28 Here, the applicant was aware of what the evidence would be at the hearing, when the offer was made. All of the affidavit material was then in and he knew what the position was in relation to the claimed loan; it was disavowed, when he and his father were cross examined. If the offer had been accepted, all of the costs of the hearing, which the respondents were reluctantly required to participate in, by the refusal of the offer, would have been entirely saved. It was also argued that it would be to fall into appellable error, to adopt the approach sought in relation to costs in matter No 5036, given the basis upon which leave to discontinue was granted.
Consideration
29 The parties were agreed that the question of a departure from the usual costs order is a matter of discretion, to be decided in the particular circumstances of the case, when an offer of settlement is refused and where, at trial, the refusing party does not do better than the offer. This was again confirmed by the Court of Appeal in Leichhardt Council. It is also settled that a 'walk away' offer may form the basis of a genuine offer of compromise.
30 In this case there was a 'walk away' offer made by the respondents, several days before the hearing commenced. There had been offers from both sides to that point and an unsuccessful conciliation. Undoubtedly, the applicant would have been better off, had he accepted the offer, given that he had to amend his claim at the hearing and even then, it was later concluded that he had not met the onus which fell upon him to make out his case. By the time of the offer, it must have been apparent to the applicant that there were difficulties in his case, as the evidence given at the hearing in relation to the claimed $250,000 loan and the amendment of the claim soon revealed. No doubt this explains why he, too, also advanced a settlement offer to the respondents on 24 January. That alone, is not however, a proper basis for making the order sought.

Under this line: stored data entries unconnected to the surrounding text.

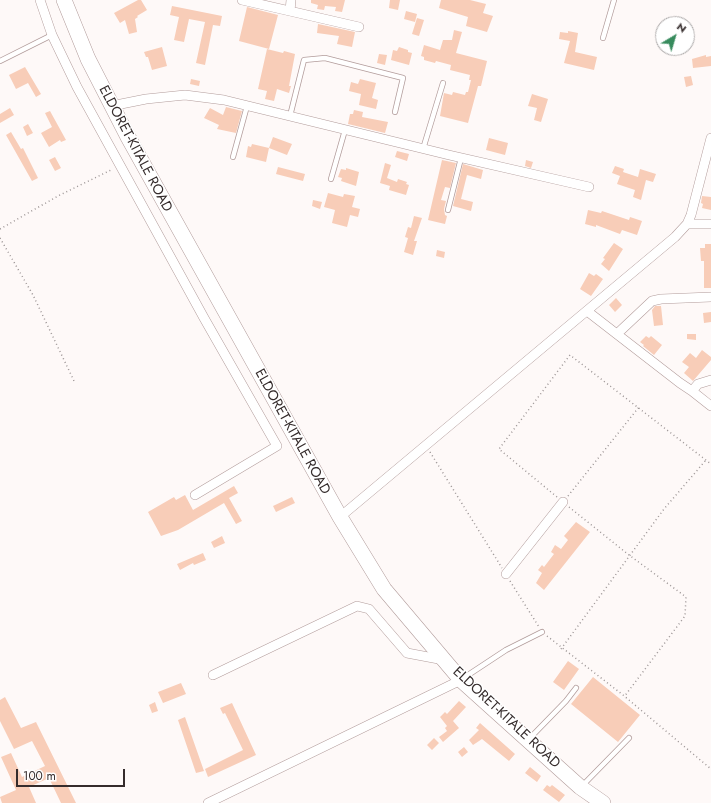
<!DOCTYPE html>
<style>
body{margin:0}
#map{position:relative;width:711px;height:803px;overflow:hidden;background:#fef9f8;font-family:Jost,sans-serif}
canvas{display:block}
.north{position:absolute;left:655px;top:16px;width:40px;height:40px;box-sizing:border-box;background:#fff;border:1px solid #aeabab;border-radius:50%;rotate:38deg;font-size:11px;font-weight:700;line-height:16px;text-align:center;color:#352c2c}
.north::after{content:'';display:block;margin:auto;width:14px;height:18px;background:#378b5d;clip-path:polygon(50% 0,100% 100%,50% 72%,0 100%)}
.scale{position:absolute;left:16px;top:769px;width:109px;height:18px;box-sizing:border-box;border:2px solid #352c2c;border-top:0;padding-left:5px;font-size:12px;line-height:14px;white-space:nowrap;color:#352c2c;-webkit-text-stroke:3px #fff;paint-order:stroke}
</style>
<div id="map">
<canvas width="711" height="803"></canvas>
<div class="north">N</div>
<div class="scale">100 m</div>
</div>
<script>
const g = document.querySelector('canvas').getContext('2d');
g.lineJoin = 'round';
function fill(path, color) {
  g.fillStyle = color;
  g.fill(path, 'evenodd');
}
function shape(rows) {
  const path = new Path2D();
  for (const r of rows) {
    path.moveTo(r[0], r[1]);
    for (let i = 2; i < r.length; i += 2) path.lineTo(r[i], r[i + 1]);
  }
  return path;
}
function trace(path, color, width, dash) {
  g.strokeStyle = color;
  g.lineWidth = width;
  g.lineCap = dash ? 'butt' : 'round';
  g.setLineDash(dash || []);
  g.stroke(path);
}
function write(font, color, halo, rows, align = 'center') {
  g.font = font + ' Jost,sans-serif';
  g.lineWidth = 3;
  g.setLineDash([]);
  g.textBaseline = 'middle';
  g.strokeStyle = halo;
  g.fillStyle = color;
  for (const [text, x, y, turn = 0] of rows) {
    g.save();
    g.translate(x, y);
    g.rotate((+turn || 0) * Math.PI / 180);
    g.textAlign = isNaN(turn) ? turn : align;
    if (halo) g.strokeText(text, 0, 0);
    g.fillText(text, 0, 0);
    g.restore();
  }
}
fill(shape([
 [138,0,141,0,147,10,137,16,138,17,135,19,137,32,129,34,125,20,120,23,114,13],
 [311,0,345,0,342,12,335,11,336,7,325,6,324,10,317,9,318,5,311,3],
 [390,0,400,0,398,10,389,8],
 [441,0,470,0,486,4,483,13,493,16,487,32,466,26,468,17,439,8],
 [172,6,222,16,220,26,213,25,205,65,196,63,205,22,189,19,184,42,174,40,179,17,170,15],
 [247,7,278,15,269,49,239,41],
 [406,11,417,14,415,22,404,19],
 [417,18,424,20,419,36,412,34],
 [318,24,355,32,352,47,337,44,339,36,317,33],
 [454,30,462,32,456,53,487,61,481,86,478,86,468,123,440,116,444,93,452,95,453,92,465,95,466,92,468,92,471,80,469,80,470,75,450,70,451,65,436,61,435,63,424,60,424,57,421,56,424,45,440,50,443,40,452,40],
 [568,31,578,33,575,52,597,57,594,70,564,63,570,41,559,39,560,32,568,33],
 [162,47,167,66,152,70,148,57,146,57,144,52],
 [399,47,408,50,408,52,412,53,409,65,391,60,393,50,397,51],
 [267,49,283,53,284,51,295,54,289,86,291,86,289,93,277,89,274,101,265,99,267,91,258,89],
 [379,54,387,55,385,65,377,63],
 [706,55,706,57,711,56,711,66,693,68,692,59],
 [25,67,41,94,36,97,28,83,16,89,9,75],
 [691,76,693,85,686,87,684,77],
 [191,79,200,81,199,86,190,84],
 [360,79,376,83,372,98,378,100,376,109,359,105,361,94,349,91,351,82,358,84],
 [532,94,548,99,541,122,534,120,537,108,528,106],
 [226,107,242,111,236,133,217,129,219,125,204,118,210,108,223,115],
 [10,108,14,115,0,123,0,114],
 [354,110,363,112,362,117,388,122,385,133,348,124,350,114,353,114],
 [50,111,66,140,61,142,60,140,49,147,41,133,52,127,45,113],
 [28,124,33,133,27,136,23,127],
 [11,132,21,149,23,148,38,178,32,181,6,135],
 [273,137,292,144,287,155,269,148],
 [489,138,508,143,505,155,486,150],
 [252,144,269,148,266,162,246,157,248,146,251,147],
 [397,151,409,154,407,161,395,157],
 [55,157,61,168,55,171,49,160],
 [442,160,456,163,450,188,445,187,441,200,446,201,444,209,445,215,447,216,445,224,428,220],
 [526,160,533,162,531,168,525,166],
 [385,163,391,165,387,178,397,182,398,179,407,182,406,184,409,185,406,195,389,190,390,186,380,183],
 [463,164,483,170,481,179,467,175,461,199,473,202,471,211,453,206],
 [615,166,624,169,623,172,638,177,640,169,656,174,653,182,646,180,641,200,633,197,635,190,617,184,620,176,612,173],
 [278,167,305,174,303,181,276,174],
 [346,168,359,172,356,186,341,181,342,178,338,177,341,169,346,170],
 [328,193,343,197,344,194,355,196,352,207,360,209,358,217,350,215,347,227,332,223,335,210,324,207],
 [702,196,711,197,711,210,702,208,703,204,701,203],
 [313,200,322,202,320,209,312,206],
 [588,210,601,213,602,211,629,220,630,217,642,221,637,235,622,230,620,234,596,225,596,227,585,224],
 [414,216,422,218,414,241,417,241,413,255,404,252,408,238,405,237,408,227,411,228],
 [614,243,623,249,609,271,601,264,605,259,603,258],
 [705,244,711,244,711,288,704,288,704,261,701,261,700,248,705,248],
 [437,250,445,252,444,258,436,256],
 [589,273,594,276,596,274,603,279,591,296,580,289],
 [616,298,622,305,615,312,609,305],
 [655,306,661,306,663,325,654,326,652,310],
 [711,312,711,322,704,323,703,313],
 [687,334,696,334,696,340,687,339],
 [646,336,649,338,651,336,662,345,654,355,643,346,644,345,640,342],
 [702,350,711,357,711,360,693,381,684,373,689,367,682,362,690,353,696,358],
 [234,486,238,493,229,498,242,521,236,524,224,503,178,530,161,536,148,512,174,497,176,500,185,495,193,510],
 [292,497,295,503,276,512,273,506],
 [576,522,590,532,544,590,536,583,542,573,538,570,542,565,544,567,554,554,551,552,555,545,561,549,568,540,564,536],
 [222,536,225,543,214,548,211,542],
 [203,553,206,560,194,565,193,563,180,570,177,564],
 [568,661,579,669,564,690,553,682],
 [593,677,640,715,618,742,571,704],
 [181,683,186,694,163,703,158,692],
 [5,697,21,728,36,722,76,803,61,803,49,778,29,787,36,803,2,803,0,797,16,790,1,757,11,753,22,777,45,766,32,741,14,749,0,721,0,700],
 [459,701,466,707,453,721,459,728,443,742,439,737,447,731,445,728,447,726,440,717,445,712,447,714],
 [155,702,158,711,152,713,149,705],
 [232,703,256,755,208,777,205,769,243,750,225,713,223,714,220,708],
 [185,717,204,771,196,773,178,720],
 [480,723,515,754,509,761,482,739,473,745,469,740,479,730,476,728],
 [434,738,439,743,432,750,427,745],
 [464,747,468,752,462,757,458,752],
 [530,767,541,776,537,782,525,773],
 [547,785,550,787,552,785,565,795,559,802,543,790]
]), '#f8cdb8');
const service = shape([
 [603,38,614,0],
 [0,61,52,35],
 [290,116,304,60,325,58,403,78,395,112],
 [423,149,443,83],
 [233,157,247,106],
 [331,179,345,130],
 [448,210,461,158],
 [462,679,506,650,542,632],
 [529,739,566,701,576,688],
 [582,786,629,738]
]);
const minor = shape([
 [40,0,52,35,77,87,204,318,277,446,195,495],
 [242,0,359,27],
 [290,11,291,0],
 [111,106,146,99,185,95,224,100,449,155,589,187],
 [687,224,711,224],
 [587,311,680,383,692,391,698,384,711,380],
 [618,333,652,301,661,299,711,297],
 [692,391,711,406],
 [340,517,675,237,687,224,691,215,711,138],
 [506,574,563,502],
 [213,675,357,606,369,609,407,653,444,660],
 [208,803,461,680]
]);
const trunk = shape([
 [64,0,88,59,128,137,340,517,384,589,461,680,580,787,603,803]
]);
trace(service, '#b29c9b', 6);
trace(minor, '#b29c9b', 10);
trace(trunk, '#b29c9b', 16);
trace(shape([
 [0,229,58,196,113,169],
 [0,238,33,295,75,383],
 [430,452,502,568],
 [568,496,639,407],
 [557,497,499,449,570,355,711,464],
 [569,507,629,555,686,597,685,616,624,697],
 [510,581,539,627],
 [547,636,623,695,711,769],
 [561,649,664,509,706,460]
]), '#9d9696', 1.5, [1, 3]);
trace(service, '#fff', 4.5);
trace(minor, '#fff', 9);
trace(trunk, '#fff', 15);
write('14px', '#352c2c', '#fff', [
 ["ELDORET-KITALE ROAD",135,149,62],
 ["ELDORET-KITALE ROAD",292,432,61],
 ["ELDORET-KITALE ROAD",506,718,43]
]);
</script>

31 The affidavit evidence showed that there was a real evidentiary contest between the parties as to who brought this arrangement to an end. When the hearing commenced, while it was accepted for the respondents that the claimed arrangement existed, its terms were, nevertheless, also in issue. A resolution of the questions raised by the applicant's summons depended therefore, on a consideration of the evidence as to what had occurred between the parties and Wendy Crockett, also as well as in relation to the claimed loan. What had been done by the applicant and Owen Crockett, which had the result of bringing about the termination of the arrangement, also had to be considered.
32 There can be no doubt about the difficulty of the evidence led in relation to the claimed loan. That evidence was taken into account at trial, in helping to resolve issues of credit. Unlike Atton, however, the elements necessary to establish the applicant's claim about this informal family farming arrangement and its termination were not only in his mind, but also in the mind of the respondents and Wendy Crockett. There was a real contest about those matters, which was resolved, in part, on the basis of an assessment of credit and in part, on the basis of what various words meant and were understood to mean, when they were uttered. It seems to me that in those circumstances, it cannot be justly concluded that it was unreasonable of the applicant to have rejected the 'walk away' offer made a few days before the hearing, on which the respondents now rely.

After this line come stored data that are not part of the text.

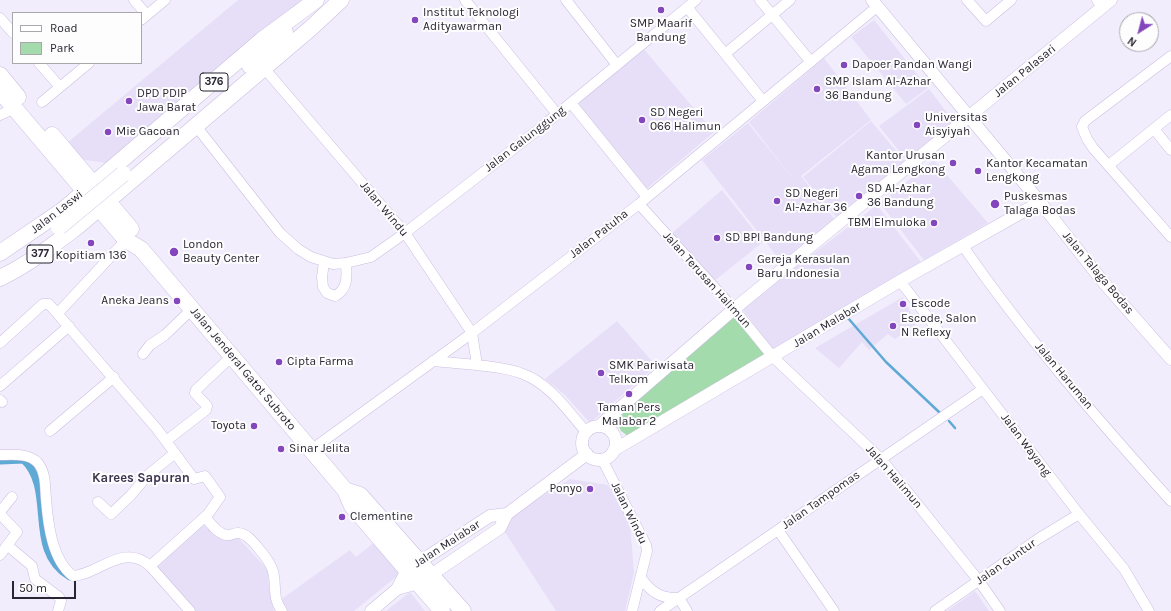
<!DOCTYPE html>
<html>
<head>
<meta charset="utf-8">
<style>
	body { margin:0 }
	#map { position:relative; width:1171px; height:611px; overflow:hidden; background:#f2edfc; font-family:Karla,sans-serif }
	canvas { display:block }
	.legend { position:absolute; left:12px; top:12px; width:130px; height:52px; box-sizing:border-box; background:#fdfdfd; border:1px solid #a8a7ac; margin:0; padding:5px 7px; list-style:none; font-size:12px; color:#292532 }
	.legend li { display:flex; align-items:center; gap:8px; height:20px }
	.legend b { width:20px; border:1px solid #a8a7ac }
	.north { position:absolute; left:1119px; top:12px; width:40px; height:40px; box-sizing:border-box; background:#fdfdfd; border:1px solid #a8a7ac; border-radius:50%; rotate:216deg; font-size:11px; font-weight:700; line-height:16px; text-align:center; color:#292532 }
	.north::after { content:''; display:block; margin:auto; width:14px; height:18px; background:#8346bc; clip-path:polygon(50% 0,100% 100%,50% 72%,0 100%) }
	.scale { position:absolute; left:12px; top:581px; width:64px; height:18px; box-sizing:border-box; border:2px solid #292532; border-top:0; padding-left:5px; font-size:12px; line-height:14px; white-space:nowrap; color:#292532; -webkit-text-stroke:3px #fdfdfd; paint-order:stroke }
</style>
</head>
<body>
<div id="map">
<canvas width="1171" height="611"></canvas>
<ul class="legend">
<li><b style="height:5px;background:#fff"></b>Road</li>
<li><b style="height:11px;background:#a3dbac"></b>Park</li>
</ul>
<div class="north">N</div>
<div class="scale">50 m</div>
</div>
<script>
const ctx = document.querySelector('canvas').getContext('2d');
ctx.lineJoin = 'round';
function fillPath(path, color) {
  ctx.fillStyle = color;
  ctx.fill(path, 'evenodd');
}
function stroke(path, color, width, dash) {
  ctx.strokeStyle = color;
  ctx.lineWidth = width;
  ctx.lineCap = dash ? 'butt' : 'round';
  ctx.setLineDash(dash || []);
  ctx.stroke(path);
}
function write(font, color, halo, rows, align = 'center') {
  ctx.font = font + ' Karla,sans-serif';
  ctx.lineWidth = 4;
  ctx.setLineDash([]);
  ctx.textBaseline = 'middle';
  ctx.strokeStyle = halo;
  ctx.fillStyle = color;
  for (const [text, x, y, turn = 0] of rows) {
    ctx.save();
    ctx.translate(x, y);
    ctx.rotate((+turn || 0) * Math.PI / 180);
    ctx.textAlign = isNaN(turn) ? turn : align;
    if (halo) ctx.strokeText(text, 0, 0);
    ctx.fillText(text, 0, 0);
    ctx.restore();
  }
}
fillPath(new Path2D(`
	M238,0H302L106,163L79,159L67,143Z
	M874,20L928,88L906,104L851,37Z
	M642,47L714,132L643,192L570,107Z
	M824,58L871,120L801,176L836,221L782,263L702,160L748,123L793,179L749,122Z
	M929,89L955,123L908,162L879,126Z
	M871,121L907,164L838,219L803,177Z
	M934,160L988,223L924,260L880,203Z
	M722,190L763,242L713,282L671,234Z
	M877,205L921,262L774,352L742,308Z
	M903,297L916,324L895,339L888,334L869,350L862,342L839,368L815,348Z
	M617,321L656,366L590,423L565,395L545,379Z
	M570,479L608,485L630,524L634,573L625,611H556L499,523Z
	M199,520L207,529L220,534L232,531L268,570L269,588L274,611H191L152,565Z
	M376,541L401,573L354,611H278L276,603L350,550L356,557Z
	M975,591L989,611H947Z
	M410,592L425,611H386Z`), '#e7dff8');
fillPath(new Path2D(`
	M734,314L767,357L628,436L621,431L616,419Z`), '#a3dbac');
stroke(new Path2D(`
	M848,318L886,362L939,412
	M949,421L955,428`), '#5fa9d5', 2.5);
stroke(new Path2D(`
	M0,460L24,459C57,490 26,550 70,576`), '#5fa9d5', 9);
const minor = new Path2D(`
	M134,0L147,15
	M465,0L557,114
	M566,0L617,65
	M760,0L811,62
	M967,0L986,21L1011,0
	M1097,0L1102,7
	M687,7L763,101
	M0,18L13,33
	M141,20L165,0
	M725,54L790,0
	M1171,56L1085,121L1082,127L1087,139L1093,148L1171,237
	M39,63L60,87
	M264,68L405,233L472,333L477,365C492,367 509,368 523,374C550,384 568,411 586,432
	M42,102L89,63
	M571,103L647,197
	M0,115L15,108
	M196,126L280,233L298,249L311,257L333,264L346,263L371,257L405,233L539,129L696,0
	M1154,129L1171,150
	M1109,165L1171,115
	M639,204L734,309L773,357L881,459L979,581L1000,611
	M963,246C1025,336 1098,420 1171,501
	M324,262L322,277L323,287L327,293L335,296C348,289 347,277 346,263
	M900,281L1079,514L1124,569L1149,611
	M58,313L126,240
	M0,343L43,304H49L157,429L194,479L205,476L220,497L208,514L150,566C123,542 98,575 73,576C52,560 48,524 46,499C45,487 46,473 38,463C29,453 13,455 0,455
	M143,354L150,345L165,335L192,309
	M433,361L477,365
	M0,386L69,326
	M0,400L2,402
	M50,431L114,377
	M166,441L206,410L207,406L195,393L196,390L232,356
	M311,450L472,333L639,204L878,6
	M602,459L646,545L647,551L632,611
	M98,502L111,514L131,495L148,475L175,453
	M0,512L12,497
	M0,514L17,532L0,555
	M205,517C210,523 217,533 226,535C230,536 233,533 238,533C247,533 254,543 259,549C266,557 273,566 274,576C276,589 273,599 282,611
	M778,530L834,611
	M7,545L32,566L35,579L59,597L61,601L58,611
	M150,566L190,611
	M641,578C651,592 661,599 679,598L687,611
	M660,611L983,389
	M935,611L1038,539L1079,514`);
const tertiary = new Path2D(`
	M872,0L1040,202L1104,283L1171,359
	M599,426L734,309L1111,0
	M582 443a17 17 0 1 1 34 0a17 17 0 1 1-34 0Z
	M614,450L900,281L1040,202
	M397,589L418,583L431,575L500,528L507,514L587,454
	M371,611L397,589L407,570L490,516L507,514`);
const primary = new Path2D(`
	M250,66L285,32
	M0,75L18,97
	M0,91L126,240L141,249L345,490L352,506L442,611
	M52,135L131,229
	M0,253L63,210L262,40L316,0
	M0,278C29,264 53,245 78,226L311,28L341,0
	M345,490L360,495L463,611`);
stroke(minor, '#cabee1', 11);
stroke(tertiary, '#cabee1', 13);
stroke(primary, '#cabee1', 17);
stroke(minor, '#fff', 10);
stroke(tertiary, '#fff', 12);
stroke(primary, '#fff', 16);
const primaryBridge = new Path2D(`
	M59,227L123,174`);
stroke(primaryBridge, '#cabee1', 17, []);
stroke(primaryBridge, '#fff', 16);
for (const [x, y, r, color] of [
	[661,10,4,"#8346bc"],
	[415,20,4,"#8346bc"],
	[844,65,4,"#8346bc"],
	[817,89,4,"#8346bc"],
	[129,101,4,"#8346bc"],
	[642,120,4,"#8346bc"],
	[917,125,4,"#8346bc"],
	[108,132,4,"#8346bc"],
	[953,163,4,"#8346bc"],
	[978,171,4,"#8346bc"],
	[859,196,4,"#8346bc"],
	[777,201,4,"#8346bc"],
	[995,204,5,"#8346bc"],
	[934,223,4,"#8346bc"],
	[717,238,4,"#8346bc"],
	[91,243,4,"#8346bc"],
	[174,252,5,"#8346bc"],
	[749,267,4,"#8346bc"],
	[177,301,4,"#8346bc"],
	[903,304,4,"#8346bc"],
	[893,326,4,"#8346bc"],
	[279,362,4,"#8346bc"],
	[601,373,4,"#8346bc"],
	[629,394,4,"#8346bc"],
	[254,426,4,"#8346bc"],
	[281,449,4,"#8346bc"],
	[590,489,4,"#8346bc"],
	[342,517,4,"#8346bc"]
]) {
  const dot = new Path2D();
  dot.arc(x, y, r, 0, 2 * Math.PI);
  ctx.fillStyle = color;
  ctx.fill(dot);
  stroke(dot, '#fdfdfd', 1.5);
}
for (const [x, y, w] of [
	[214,82,28],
	[40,254,26]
]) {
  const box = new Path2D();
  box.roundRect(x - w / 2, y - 9, w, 18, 3);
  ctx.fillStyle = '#fdfdfd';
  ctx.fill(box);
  stroke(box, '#292532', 1);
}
write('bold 11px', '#292532', null, [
	["376",214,82],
	["377",40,254]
]);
write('12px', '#292532', '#fdfdfd', [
	["Institut Teknologi",423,13],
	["Adityawarman",423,27],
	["SMP Maarif",661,24,"center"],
	["Bandung",661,38,"center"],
	["Dapoer Pandan Wangi",852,65],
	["SMP Islam Al-Azhar",825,82],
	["36 Bandung",825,96],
	["DPD PDIP",137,94],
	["Jawa Barat",137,108],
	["SD Negeri",650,113],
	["066 Halimun",650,127],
	["Universitas",925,118],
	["Aisyiyah",925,132],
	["Mie Gacoan",116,132],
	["Kantor Urusan",945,156,"right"],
	["Agama Lengkong",945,170,"right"],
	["Kantor Kecamatan",986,164],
	["Lengkong",986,178],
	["SD Al-Azhar",867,189],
	["36 Bandung",867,203],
	["SD Negeri",785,194],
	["Al-Azhar 36",785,208],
	["Puskesmas",1004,197],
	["Talaga Bodas",1004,211],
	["TBM Elmuloka",926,223,"right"],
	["SD BPI Bandung",725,238],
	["London",183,245],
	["Beauty Center",183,259],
	["Kopitiam 136",91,256,"center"],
	["Gereja Kerasulan",757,260],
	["Baru Indonesia",757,274],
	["Aneka Jeans",169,301,"right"],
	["Escode",911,304],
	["Escode, Salon",901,319],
	["N Reflexy",901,333],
	["Cipta Farma",287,362],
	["SMK Pariwisata",609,366],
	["Telkom",609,380],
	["Taman Pers",629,408,"center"],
	["Malabar 2",629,422,"center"],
	["Toyota",246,426,"right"],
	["Sinar Jelita",289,449],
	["Ponyo",582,489,"right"],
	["Clementine",350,517]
], 'left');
write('12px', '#292532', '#fdfdfd', [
	["Jalan Palasari",1025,71,-39],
	["Jalan Galunggung",525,139,-38],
	["Jalan Windu",384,209,50],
	["Jalan Laswi",57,212,-38],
	["Jalan Patuha",599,234,-38],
	["Jalan Talaga Bodas",1098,273,50],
	["Jalan Terusan Halimun",707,280,48],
	["Jalan Malabar",827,325,-31],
	["Jalan Jenderal Gatot Subroto",243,369,50],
	["Jalan Haruman",1064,376,50],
	["Jalan Wayang",1026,445,53],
	["Jalan Halimun",894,477,49],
	["Jalan Tampomas",821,500,-35],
	["Jalan Windu",629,513,64],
	["Jalan Malabar",447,544,-33],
	["Jalan Guntur",1006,562,-35]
]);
write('bold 13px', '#3e3450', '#fdfdfd', [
	["Karees Sapuran",141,478]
]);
</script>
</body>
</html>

33 It follows that there should not be any departure from the usual costs order in relation to matter No 1188. That conclusion applies also to the hearing of the costs application.
34 As to matter No 5036, I accept the respondents' submissions in the alternative. Justice requires that there be a departure from the usual costs order in this case, given the basis upon which consent was given to the discontinuation of those proceedings. The respondents should have an order in their favour in relation to the preparation of the affidavits filed in those proceedings, which were tendered at the hearing of matter No 1188. Otherwise, the respondents should pay the applicant's costs of those proceedings. Again, that conclusion applies also to the costs application.
Orders
35 For the reasons given, I order accordingly. Short minutes of the order may be brought in, if necessary.